$22000 Is An Average COVID Hospitalization Bill Of Aged U.S Citizens

$22000 Is An Average COVID Hospitalization Bill Of Aged U.S Citizens

A recent govt analysis shows that the usual cost of COVID-19 hospitalizations for older Americans in 2020 was approximately $22,000, and substantially more for those who got seriously ill.

$22000 Is An Average COVID Hospitalization Bill Of Aged U.S Citizens

Researchers from the Centers for Disease Control and Prevention in the United States compared the cost of COVID-19 care to the Medicare program, which covers Americans aged 65 and higher.

$22000 Is An Average COVID Hospitalization Bill Of Aged U.S Citizens

The program spent over $22,000 on average for each patient hospitalized between April and December 2020, according to the researchers.

However, those percentages were significantly higher for other patients, especially those who were critically sick and required a ventilator. On average, their prices reached $50,000.

And, as has been seen throughout the pandemic, the toll was higher among Black, Hispanic, and Asian American patients: they were more likely than white Medicare patients to be hospitalized, require a ventilator, or die from COVID-19.

According to Dr. David Blumenthal, president of the nonprofit Commonwealth Fund in New York City, this comes as no surprise.

As if it were needed, this proves that individuals of color have been disproportionately afflicted by the pandemic, he says.

Blumenthal contributed an editorial to the research, which was published in the Annals of Internal Medicine on June 1.

The study sheds further light on one of the pandemic’s financial ramifications: the expenses of acute medical treatment for elderly Americans.

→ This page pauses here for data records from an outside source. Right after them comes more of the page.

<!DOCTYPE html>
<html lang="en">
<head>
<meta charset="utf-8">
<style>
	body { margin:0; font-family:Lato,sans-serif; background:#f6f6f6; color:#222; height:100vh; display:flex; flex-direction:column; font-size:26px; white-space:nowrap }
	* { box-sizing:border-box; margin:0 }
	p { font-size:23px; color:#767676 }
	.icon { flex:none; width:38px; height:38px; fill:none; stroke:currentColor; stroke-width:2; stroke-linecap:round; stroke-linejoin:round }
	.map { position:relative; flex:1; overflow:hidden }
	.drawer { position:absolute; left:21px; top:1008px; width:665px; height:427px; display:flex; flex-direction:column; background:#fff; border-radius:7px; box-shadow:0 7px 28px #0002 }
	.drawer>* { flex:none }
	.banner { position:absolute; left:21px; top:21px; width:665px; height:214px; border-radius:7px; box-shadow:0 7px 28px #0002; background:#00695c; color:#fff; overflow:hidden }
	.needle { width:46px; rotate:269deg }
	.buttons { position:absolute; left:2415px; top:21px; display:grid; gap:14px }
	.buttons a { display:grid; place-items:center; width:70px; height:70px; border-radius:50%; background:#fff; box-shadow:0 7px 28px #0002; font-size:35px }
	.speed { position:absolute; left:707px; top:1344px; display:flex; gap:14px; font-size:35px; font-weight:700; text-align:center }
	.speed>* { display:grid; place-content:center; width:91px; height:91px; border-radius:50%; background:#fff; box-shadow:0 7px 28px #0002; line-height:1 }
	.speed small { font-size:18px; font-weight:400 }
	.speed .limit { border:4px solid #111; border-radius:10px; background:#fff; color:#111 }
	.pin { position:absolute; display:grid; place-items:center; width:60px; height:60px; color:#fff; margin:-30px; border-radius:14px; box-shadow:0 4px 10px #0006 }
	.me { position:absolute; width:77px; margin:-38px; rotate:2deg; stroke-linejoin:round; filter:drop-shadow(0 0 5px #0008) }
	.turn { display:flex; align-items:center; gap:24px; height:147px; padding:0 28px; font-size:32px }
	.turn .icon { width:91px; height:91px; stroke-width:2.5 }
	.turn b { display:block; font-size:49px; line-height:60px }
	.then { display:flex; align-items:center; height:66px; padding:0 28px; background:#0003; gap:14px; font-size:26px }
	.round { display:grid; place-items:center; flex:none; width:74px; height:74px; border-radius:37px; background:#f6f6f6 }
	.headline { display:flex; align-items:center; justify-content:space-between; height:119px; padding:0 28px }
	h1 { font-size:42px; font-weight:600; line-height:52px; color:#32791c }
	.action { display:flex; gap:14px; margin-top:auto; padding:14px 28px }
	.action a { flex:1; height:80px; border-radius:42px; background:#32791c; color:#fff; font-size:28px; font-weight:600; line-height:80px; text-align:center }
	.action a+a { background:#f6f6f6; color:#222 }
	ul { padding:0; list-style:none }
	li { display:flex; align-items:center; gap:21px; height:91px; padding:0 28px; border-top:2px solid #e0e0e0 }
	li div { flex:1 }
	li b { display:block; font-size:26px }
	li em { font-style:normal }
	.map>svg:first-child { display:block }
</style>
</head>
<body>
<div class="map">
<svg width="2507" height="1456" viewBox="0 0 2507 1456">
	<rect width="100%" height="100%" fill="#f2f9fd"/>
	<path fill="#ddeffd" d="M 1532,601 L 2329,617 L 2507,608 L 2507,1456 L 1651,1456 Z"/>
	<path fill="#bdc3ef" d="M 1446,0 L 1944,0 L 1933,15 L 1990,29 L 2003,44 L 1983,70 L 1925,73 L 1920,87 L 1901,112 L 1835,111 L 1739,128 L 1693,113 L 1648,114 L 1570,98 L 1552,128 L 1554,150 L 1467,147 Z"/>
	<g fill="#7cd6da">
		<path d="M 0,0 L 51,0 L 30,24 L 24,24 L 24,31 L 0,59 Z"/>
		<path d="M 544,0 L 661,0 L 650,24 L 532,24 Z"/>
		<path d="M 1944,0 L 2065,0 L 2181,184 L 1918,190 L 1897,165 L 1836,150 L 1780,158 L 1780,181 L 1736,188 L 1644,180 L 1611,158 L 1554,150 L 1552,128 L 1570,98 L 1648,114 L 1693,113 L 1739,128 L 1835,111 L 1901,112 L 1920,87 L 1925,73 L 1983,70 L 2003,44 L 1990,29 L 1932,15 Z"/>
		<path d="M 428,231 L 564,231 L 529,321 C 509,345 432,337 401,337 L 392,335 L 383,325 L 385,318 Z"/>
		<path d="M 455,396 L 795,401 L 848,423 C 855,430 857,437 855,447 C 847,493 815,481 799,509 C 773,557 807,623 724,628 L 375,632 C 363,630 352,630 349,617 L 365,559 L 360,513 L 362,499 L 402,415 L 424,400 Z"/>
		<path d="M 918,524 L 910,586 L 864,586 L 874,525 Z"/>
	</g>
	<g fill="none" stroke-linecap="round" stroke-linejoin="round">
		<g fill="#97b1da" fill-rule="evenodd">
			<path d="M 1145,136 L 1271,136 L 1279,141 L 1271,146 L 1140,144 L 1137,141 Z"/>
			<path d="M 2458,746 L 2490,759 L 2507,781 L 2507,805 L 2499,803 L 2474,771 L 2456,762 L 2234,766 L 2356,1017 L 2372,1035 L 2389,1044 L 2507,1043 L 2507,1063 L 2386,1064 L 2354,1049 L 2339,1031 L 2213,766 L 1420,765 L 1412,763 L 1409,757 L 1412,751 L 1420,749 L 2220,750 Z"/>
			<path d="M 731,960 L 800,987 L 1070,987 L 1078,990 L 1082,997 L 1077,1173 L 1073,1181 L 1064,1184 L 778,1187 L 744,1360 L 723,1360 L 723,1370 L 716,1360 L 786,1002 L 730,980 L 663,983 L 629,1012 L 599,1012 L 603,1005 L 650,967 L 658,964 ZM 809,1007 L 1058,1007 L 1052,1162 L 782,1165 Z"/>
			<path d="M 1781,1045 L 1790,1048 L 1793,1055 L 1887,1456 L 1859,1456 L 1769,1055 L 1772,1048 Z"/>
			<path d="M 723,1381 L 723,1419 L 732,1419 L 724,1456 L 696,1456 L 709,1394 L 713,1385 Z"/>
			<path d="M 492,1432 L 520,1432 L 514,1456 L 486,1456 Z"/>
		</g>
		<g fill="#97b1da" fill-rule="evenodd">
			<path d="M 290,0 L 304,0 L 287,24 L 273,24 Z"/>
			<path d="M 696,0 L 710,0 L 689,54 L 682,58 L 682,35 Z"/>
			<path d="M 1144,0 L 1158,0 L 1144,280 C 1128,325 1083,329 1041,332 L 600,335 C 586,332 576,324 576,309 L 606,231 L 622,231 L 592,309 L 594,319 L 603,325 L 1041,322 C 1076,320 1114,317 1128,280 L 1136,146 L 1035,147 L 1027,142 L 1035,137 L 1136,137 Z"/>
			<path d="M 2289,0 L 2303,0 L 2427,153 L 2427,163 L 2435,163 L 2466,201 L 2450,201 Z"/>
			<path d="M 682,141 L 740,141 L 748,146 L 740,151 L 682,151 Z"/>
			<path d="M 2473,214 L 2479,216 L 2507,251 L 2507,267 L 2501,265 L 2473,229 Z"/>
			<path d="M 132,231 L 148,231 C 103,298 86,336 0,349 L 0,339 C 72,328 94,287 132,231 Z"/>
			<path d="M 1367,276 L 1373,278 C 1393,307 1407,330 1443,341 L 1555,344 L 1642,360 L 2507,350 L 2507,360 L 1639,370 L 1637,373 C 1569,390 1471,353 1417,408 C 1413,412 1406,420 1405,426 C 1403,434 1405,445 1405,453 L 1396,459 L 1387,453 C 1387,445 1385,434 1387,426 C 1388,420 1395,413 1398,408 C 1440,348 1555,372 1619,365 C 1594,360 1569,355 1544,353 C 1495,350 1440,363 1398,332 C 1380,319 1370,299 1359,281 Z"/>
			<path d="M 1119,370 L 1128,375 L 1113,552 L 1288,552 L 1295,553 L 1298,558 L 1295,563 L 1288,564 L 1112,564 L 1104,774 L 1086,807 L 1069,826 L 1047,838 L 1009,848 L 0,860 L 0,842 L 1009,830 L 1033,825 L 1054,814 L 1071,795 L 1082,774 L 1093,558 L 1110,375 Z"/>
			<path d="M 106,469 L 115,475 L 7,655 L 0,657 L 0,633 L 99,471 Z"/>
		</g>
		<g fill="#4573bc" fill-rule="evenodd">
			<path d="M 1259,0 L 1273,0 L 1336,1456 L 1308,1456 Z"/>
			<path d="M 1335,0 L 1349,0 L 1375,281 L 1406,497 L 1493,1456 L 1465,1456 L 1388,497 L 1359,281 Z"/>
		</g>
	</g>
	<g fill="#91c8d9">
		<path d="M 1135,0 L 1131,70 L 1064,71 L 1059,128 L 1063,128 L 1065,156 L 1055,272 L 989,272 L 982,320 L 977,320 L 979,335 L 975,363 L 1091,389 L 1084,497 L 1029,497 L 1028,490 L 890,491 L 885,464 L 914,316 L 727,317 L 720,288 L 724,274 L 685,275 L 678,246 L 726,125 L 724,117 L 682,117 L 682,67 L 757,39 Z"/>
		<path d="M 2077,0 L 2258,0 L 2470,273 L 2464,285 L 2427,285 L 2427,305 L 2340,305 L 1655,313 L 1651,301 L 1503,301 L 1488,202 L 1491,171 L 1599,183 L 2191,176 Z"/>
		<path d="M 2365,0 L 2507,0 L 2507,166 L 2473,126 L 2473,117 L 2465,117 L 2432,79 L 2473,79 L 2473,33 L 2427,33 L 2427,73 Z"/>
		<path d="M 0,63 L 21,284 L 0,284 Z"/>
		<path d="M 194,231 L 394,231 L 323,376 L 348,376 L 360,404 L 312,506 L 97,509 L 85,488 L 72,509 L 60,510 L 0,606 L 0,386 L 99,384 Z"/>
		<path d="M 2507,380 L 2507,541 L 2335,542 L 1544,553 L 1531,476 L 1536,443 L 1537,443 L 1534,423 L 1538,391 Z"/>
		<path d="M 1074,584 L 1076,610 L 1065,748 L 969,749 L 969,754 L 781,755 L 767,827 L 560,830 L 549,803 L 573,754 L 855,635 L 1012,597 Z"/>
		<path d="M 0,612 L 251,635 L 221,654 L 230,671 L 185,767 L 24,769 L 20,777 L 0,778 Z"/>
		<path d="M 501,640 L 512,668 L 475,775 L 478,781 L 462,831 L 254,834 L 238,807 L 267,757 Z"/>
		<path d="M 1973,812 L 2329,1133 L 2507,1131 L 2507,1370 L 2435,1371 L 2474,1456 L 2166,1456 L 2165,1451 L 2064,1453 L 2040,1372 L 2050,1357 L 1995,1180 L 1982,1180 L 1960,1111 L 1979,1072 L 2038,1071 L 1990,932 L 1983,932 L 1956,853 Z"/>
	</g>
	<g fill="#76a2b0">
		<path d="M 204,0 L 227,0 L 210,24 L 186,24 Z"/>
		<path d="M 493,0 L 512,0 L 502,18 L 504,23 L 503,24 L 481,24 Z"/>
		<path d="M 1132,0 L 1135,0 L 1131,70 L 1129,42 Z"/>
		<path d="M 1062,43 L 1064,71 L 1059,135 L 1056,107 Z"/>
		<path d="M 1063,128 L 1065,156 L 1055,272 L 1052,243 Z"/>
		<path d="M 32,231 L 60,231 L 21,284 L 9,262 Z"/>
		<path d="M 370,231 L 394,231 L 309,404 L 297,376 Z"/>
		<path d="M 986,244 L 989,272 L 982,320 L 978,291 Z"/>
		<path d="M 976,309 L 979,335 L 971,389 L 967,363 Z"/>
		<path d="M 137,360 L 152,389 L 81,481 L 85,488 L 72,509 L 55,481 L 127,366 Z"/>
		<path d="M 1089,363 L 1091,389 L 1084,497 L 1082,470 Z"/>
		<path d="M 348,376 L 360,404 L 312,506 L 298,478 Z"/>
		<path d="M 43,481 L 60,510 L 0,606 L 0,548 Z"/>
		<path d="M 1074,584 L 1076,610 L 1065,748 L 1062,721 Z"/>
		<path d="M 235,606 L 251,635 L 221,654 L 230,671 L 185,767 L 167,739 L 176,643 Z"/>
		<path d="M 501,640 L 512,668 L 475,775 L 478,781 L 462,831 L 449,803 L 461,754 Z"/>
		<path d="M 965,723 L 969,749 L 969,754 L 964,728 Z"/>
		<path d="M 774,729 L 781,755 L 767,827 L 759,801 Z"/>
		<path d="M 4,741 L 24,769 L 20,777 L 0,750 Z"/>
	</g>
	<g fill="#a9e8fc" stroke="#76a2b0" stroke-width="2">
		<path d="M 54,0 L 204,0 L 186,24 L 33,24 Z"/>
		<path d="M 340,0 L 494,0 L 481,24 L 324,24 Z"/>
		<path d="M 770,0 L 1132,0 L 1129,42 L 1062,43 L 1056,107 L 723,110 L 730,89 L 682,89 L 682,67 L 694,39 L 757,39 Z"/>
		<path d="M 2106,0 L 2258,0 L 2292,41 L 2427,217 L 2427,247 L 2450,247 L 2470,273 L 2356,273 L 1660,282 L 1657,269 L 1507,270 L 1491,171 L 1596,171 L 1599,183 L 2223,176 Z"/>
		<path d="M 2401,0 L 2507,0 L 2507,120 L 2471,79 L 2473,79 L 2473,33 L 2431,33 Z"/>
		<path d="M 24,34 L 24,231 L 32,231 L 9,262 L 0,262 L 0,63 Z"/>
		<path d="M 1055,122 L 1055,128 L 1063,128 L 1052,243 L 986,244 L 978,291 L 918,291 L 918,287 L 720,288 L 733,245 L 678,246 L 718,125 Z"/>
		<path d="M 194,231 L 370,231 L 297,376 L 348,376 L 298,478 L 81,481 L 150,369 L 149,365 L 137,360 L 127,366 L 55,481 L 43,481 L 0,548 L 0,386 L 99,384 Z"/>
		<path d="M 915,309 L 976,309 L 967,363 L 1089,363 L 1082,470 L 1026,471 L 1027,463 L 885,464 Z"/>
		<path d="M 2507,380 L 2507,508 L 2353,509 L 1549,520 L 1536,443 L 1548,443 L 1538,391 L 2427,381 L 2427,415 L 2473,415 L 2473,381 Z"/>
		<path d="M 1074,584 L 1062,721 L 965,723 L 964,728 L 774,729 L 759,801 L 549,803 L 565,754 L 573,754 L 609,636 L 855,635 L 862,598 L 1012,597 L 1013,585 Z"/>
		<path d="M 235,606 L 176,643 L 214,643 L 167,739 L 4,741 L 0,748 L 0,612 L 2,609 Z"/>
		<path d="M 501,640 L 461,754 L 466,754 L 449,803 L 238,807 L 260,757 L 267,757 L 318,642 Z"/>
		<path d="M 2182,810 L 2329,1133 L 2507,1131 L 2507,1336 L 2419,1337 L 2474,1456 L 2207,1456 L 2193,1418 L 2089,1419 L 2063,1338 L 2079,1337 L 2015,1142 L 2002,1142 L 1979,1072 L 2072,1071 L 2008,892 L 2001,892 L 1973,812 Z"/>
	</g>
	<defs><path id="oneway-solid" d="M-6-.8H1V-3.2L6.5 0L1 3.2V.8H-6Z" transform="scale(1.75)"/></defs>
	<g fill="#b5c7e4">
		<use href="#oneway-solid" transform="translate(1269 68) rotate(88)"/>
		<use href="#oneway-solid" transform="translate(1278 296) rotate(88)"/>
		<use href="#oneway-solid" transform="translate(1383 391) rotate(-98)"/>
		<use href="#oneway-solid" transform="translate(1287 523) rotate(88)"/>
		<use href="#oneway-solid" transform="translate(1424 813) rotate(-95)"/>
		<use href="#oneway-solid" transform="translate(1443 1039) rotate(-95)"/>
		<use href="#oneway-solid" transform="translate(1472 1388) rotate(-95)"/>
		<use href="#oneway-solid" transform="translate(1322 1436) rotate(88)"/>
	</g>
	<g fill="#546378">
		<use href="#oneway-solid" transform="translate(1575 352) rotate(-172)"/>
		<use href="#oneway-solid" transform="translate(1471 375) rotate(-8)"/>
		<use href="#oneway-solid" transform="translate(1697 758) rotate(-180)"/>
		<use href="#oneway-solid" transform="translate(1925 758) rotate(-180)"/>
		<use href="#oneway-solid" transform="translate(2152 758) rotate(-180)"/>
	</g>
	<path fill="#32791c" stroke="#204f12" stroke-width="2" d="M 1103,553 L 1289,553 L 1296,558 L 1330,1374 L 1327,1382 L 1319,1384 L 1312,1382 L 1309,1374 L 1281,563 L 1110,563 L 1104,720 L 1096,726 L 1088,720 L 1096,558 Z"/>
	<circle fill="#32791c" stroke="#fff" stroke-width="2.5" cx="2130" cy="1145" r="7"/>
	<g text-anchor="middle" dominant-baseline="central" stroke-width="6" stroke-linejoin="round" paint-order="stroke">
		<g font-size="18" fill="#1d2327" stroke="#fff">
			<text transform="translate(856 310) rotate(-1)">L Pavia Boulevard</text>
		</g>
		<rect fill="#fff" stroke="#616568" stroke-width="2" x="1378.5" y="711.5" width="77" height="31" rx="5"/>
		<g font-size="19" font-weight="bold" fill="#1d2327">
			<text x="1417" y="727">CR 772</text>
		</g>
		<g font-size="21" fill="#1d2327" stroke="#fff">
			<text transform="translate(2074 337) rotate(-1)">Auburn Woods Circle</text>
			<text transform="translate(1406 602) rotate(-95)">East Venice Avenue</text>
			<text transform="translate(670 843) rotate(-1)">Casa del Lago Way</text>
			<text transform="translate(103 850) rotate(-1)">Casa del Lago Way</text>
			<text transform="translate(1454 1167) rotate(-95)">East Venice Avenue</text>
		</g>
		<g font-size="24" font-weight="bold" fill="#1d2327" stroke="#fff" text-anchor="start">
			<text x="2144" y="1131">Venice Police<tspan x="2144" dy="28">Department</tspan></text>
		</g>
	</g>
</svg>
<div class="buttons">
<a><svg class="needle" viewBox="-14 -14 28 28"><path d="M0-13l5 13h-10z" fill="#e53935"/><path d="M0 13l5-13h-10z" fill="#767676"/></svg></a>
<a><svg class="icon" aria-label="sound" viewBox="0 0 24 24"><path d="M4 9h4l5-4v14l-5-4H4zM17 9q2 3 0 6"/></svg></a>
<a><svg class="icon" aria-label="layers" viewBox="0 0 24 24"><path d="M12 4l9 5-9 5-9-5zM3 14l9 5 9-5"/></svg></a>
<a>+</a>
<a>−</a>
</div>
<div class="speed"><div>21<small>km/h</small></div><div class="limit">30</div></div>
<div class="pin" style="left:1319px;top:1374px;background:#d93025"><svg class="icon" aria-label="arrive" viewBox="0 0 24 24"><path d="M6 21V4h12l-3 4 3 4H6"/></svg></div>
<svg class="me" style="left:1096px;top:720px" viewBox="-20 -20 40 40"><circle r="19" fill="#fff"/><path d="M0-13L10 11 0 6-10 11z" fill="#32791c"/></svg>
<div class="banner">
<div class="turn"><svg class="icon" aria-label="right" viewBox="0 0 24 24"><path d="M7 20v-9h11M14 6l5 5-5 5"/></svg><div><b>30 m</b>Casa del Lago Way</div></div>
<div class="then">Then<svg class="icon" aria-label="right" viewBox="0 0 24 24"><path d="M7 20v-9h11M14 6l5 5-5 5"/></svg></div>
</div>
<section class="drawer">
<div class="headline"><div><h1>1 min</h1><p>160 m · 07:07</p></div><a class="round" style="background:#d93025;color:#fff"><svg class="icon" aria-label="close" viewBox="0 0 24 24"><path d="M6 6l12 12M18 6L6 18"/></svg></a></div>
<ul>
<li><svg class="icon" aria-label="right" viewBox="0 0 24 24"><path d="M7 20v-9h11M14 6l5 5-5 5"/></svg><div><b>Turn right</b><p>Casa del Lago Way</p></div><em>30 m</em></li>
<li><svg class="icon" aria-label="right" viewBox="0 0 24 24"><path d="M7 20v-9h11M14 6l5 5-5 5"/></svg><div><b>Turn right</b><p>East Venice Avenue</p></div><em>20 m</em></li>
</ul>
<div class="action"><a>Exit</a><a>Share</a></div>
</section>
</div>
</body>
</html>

The CDC examined information for more than 28 million participants in the conventional Medicare program, led by health economist Yuping Tsai. None were enrolled in Medicare Advantage, a program in which seniors get Medicare benefits through private health insurers.

In all, 4% had medical treatment for COVID-19, with 23% hospitalized.

The study discovered that expenditures for individuals who healed at home were low, at $164 per outpatient visit.

Overall, COVID-19 hospitalizations and doctor visits had a relatively minimal impact on standard Medicare, according to Blumenthal, costing the program around $6 billion in 2020.

That is a modest amount for a program that spends hundreds of billions of dollars each year, he pointed out.

Blumenthal found it surprising, and he doesn’t believe researchers can explain it based on this research.

Of course, he emphasized, that is cold consolation to the patients who have suffered or the families who have lost loved ones. Indeed, as Blumenthal pointed out, the comparatively low hospital expenditures may be due in part to the quick deaths of elderly Americans who became critically ill.

According to the CDC, about 600,000 Americans have died as a result of COVID-19, with around 80% of them being 65 or older.

Blumenthal claims that the price of medical treatment does not include the costs to society.

Even when it comes to health care expenses, current findings are limited, according to Dr. Chua, a health policy researcher at the Michigan Medical School University, Ann Arbor.

For one thing, he claims that the long-term expenditures of COVID-19 are significant, ranging from skilled nursing facility care to rehabilitation programs and treatment for increasing chronic illnesses, including heart and lung illness.

Then there are the out-of-pocket expenses that Americans must bear.

As per the Kaiser Family Foundation, people in conventional Medicare who were hospitalized with COVID-19 had a $1,408 deductible. That is the amount of money that recipients must pay for medical care before their benefits kick in.

Americans with Medicare Advantage or private insurance faced a distinct set of challenges. According to Chua, several plans voluntarily dropped cost-sharing for those hospitalized with COVID-19 last year.

However, the specifics differed per plan, and it appears that patients frequently received a charge.

Chua investigated the issue in research released on a preprint service on May 30 but not yet in a peer-reviewed publication.

He suggested that the federal government should consider compelling insurers to forgo such copays for the remainder of the pandemic, as it does for COVID-19 testing and vaccine.